The ups and downs of Neural Networks
Interesting enough, the current hype topic (rightly so!) in Machine Learning is Deep Learning – which is largely the current term for ongoing research in Neural Networks.
Why is this interesting?
Neural Networks have a colourful history. Being researched first in the 1950′s as biologically inspired machine learning approaches (though that term wasn’t used then), they repeatedly
- excited the fanasies of users and laypeople,
- stirred and subsequently disappointed the exaggerated expectations,
- fell out of favour as if “we tried that; it didn’t work”,
- just to rise again as new results showed superiority compared with other approaches on previously unseen tasks.

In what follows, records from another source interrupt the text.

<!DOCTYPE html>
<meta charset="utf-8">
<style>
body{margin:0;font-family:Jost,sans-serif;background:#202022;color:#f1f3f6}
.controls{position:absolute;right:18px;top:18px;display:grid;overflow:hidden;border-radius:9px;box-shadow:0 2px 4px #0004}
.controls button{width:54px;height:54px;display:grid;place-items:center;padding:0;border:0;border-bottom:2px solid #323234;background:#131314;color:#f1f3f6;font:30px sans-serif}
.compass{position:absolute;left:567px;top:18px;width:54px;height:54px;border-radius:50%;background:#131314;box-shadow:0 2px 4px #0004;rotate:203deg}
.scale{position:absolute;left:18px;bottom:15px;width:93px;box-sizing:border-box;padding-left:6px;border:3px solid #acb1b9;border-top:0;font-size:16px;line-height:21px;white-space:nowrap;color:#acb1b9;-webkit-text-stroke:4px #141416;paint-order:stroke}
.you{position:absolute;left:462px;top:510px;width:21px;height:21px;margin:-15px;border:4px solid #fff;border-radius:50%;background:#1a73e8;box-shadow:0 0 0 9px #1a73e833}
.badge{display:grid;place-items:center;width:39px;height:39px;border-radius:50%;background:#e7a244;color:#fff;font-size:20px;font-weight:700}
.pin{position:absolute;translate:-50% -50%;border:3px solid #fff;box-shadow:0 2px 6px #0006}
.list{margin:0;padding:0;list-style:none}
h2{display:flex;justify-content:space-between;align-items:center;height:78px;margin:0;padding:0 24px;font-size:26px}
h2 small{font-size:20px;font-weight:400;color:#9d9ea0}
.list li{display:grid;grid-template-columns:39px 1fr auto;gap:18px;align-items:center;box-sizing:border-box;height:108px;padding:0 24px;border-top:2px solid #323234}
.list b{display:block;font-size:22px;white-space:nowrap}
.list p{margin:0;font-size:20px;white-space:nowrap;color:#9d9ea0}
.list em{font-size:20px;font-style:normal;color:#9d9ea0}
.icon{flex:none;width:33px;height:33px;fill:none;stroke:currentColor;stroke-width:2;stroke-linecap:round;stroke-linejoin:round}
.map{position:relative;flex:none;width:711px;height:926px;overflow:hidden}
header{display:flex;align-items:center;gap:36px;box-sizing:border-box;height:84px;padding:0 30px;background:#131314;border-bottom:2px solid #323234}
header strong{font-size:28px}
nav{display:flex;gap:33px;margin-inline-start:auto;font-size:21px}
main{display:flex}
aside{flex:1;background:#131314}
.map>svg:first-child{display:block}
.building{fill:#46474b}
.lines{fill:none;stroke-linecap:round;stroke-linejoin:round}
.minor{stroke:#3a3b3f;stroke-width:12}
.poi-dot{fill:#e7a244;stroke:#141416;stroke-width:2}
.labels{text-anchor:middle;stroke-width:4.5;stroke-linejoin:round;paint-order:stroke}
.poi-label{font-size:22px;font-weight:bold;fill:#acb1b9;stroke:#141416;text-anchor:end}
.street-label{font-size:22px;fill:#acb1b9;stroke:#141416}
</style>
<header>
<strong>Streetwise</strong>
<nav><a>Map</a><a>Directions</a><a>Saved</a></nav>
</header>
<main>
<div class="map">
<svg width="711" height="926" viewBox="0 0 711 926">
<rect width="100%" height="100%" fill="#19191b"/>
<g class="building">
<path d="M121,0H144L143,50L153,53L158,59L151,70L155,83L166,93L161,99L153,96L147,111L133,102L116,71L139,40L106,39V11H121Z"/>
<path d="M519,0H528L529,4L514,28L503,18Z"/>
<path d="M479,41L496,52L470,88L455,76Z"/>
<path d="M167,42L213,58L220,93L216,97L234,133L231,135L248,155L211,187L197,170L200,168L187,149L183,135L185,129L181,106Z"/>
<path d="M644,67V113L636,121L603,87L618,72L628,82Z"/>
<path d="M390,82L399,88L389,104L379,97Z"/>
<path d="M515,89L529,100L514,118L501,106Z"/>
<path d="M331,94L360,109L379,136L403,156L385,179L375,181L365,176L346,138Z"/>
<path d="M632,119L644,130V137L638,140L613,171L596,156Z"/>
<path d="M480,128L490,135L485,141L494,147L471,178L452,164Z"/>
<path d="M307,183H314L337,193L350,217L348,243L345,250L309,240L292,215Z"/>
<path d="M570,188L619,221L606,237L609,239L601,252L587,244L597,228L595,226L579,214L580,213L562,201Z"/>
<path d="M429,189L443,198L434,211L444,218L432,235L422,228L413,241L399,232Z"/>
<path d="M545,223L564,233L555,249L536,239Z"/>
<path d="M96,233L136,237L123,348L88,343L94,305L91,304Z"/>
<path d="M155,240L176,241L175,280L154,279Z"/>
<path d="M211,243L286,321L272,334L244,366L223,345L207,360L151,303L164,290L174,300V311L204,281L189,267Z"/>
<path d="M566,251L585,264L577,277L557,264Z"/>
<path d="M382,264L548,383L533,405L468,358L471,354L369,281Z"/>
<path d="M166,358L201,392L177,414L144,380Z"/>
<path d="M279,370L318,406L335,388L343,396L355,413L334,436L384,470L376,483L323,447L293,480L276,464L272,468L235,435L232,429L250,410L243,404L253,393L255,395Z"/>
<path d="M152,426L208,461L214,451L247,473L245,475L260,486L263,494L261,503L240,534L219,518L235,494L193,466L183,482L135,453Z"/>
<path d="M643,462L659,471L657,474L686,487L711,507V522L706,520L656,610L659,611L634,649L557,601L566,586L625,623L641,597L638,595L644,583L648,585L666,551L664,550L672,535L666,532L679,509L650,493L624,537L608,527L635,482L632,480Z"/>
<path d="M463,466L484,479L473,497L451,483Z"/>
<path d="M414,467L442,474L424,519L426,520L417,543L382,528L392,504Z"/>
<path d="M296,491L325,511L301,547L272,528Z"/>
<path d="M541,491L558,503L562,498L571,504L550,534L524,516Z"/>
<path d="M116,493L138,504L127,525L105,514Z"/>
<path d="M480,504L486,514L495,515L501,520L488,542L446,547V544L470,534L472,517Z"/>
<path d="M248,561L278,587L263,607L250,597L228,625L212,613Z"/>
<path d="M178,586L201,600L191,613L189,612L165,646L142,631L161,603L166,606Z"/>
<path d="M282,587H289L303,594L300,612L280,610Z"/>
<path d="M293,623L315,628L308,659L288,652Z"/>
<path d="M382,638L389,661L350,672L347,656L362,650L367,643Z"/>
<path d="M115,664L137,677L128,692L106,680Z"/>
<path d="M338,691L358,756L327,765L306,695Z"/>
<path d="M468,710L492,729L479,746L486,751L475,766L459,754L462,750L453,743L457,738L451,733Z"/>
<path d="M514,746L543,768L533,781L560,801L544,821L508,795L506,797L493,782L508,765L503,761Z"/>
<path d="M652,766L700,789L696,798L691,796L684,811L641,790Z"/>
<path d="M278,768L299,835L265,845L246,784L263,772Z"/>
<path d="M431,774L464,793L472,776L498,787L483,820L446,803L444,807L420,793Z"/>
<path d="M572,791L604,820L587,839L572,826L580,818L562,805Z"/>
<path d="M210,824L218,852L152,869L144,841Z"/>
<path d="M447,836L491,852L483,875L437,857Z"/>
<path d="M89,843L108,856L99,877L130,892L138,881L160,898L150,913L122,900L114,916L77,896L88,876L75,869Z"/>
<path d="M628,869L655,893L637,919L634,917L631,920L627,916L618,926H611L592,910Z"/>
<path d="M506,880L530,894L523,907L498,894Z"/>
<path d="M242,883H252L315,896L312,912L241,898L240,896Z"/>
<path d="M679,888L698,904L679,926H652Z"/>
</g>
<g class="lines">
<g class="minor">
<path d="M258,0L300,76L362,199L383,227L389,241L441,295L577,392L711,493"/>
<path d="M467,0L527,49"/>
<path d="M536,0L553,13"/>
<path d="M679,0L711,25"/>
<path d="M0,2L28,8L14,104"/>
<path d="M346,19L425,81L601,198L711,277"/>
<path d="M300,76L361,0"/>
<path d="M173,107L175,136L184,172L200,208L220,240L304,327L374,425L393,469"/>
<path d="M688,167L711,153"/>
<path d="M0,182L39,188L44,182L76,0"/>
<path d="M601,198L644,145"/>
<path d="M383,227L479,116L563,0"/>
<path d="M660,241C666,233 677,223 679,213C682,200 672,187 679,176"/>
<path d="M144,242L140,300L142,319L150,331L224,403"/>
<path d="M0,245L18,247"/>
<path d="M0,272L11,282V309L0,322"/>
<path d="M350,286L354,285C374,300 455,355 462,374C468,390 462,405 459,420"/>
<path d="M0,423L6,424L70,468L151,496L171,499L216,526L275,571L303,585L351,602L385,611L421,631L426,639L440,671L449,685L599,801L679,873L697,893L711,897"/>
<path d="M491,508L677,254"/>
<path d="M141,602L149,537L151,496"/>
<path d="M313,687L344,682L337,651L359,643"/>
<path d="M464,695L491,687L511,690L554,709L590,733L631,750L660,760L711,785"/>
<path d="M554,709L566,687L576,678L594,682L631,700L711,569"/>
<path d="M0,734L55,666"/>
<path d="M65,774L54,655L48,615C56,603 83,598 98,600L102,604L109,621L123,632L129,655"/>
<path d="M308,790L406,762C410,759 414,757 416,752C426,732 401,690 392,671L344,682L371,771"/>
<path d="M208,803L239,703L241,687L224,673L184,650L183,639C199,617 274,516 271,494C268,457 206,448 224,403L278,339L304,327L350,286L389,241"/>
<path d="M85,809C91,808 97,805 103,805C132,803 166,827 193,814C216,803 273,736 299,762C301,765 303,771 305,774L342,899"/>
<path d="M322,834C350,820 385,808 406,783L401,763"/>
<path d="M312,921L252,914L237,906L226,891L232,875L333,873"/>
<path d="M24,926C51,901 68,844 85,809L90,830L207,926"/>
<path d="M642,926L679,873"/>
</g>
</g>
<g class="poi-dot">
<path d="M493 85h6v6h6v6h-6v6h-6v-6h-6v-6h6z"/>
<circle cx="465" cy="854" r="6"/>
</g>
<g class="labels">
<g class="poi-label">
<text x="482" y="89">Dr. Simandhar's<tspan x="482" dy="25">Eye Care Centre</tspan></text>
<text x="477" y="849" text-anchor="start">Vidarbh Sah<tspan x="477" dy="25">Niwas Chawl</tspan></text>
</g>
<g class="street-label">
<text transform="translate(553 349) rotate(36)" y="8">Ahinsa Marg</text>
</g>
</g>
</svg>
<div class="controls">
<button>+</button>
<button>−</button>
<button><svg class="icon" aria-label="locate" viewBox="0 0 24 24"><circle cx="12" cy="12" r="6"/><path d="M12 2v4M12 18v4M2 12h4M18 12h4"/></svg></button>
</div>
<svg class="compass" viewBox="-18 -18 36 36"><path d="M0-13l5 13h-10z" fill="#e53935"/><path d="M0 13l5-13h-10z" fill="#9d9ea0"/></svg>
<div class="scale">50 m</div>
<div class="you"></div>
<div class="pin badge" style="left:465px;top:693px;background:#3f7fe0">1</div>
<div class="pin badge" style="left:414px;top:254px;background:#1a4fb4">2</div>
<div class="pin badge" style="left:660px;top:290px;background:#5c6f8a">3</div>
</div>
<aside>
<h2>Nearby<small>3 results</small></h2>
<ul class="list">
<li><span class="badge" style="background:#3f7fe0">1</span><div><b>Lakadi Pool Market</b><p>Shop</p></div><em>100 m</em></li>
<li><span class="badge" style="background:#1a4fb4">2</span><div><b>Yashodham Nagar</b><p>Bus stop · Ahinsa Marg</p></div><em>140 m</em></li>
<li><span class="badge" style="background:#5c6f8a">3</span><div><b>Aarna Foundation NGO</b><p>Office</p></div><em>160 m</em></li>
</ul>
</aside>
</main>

This up and down is readily observed in the literature (see the picture): Inflated expectations in the 1950′s and 1960′s where shattered by (largely a misunderstanding of) Minsky et al’s “Perceptrons” of 1969, which lead to the first so-called “AI winter”. Rumelhart et al’s “Parallel Distributed Processing” from 1987 swung the pendulum to the other side again with new results and ideas. These where again not directly transferable to all applications domains, leading to another AI winter in the 1990′s.
In 2006, Hinton et al finally showed how to train deeper architectures of Neural Networks and thus realize their full potential. This kicked off a whole bunch of new and continued dedicated “Deep Learning” (a.k.a. Representation Learning) research that culminated an most of all pattern recognition benchmarks won by a large margin through deep learning approaches within the last 4 years – see Schmidhuber’s excellent survey of the history of Deep Learning research and achievements here.
As an interesting side note, the heads of what are on my perception the top 4 research groups in Deep Learning world wide are the one that already helped to shape the field since the 1980 (compare the second picture): Geoffrey hinto for example was already a coauthor in Rumelhart et al’s work on Parallel Distributed Processing. Yann LeCun and Yoshua Bengio wrote an articel in 1998 that is still foundational to the mastering of Convolutional Neural Nets (a.k.a. ConvNets), a recently very fashionable approach even besides image processing. According to Jonathan Masci’s Keynote at last year’s “Intelligent Systems and Applications” conference, most that changed since then are small algorithmic adjustments to facilitate the training of deeper architectures and huge improvements in hardware power (via GPUs mainly).
What are we going to do about it?
The Datalab invested considerably in parallel computing hardware last year in order to kick off Deep Learning research at ZHAW. A group of about 10 researchers formed, reading foundations and gaining momentum by implementing prototypes for various applications including face recognition and OCR. First projects are already finished, and more are yet to come.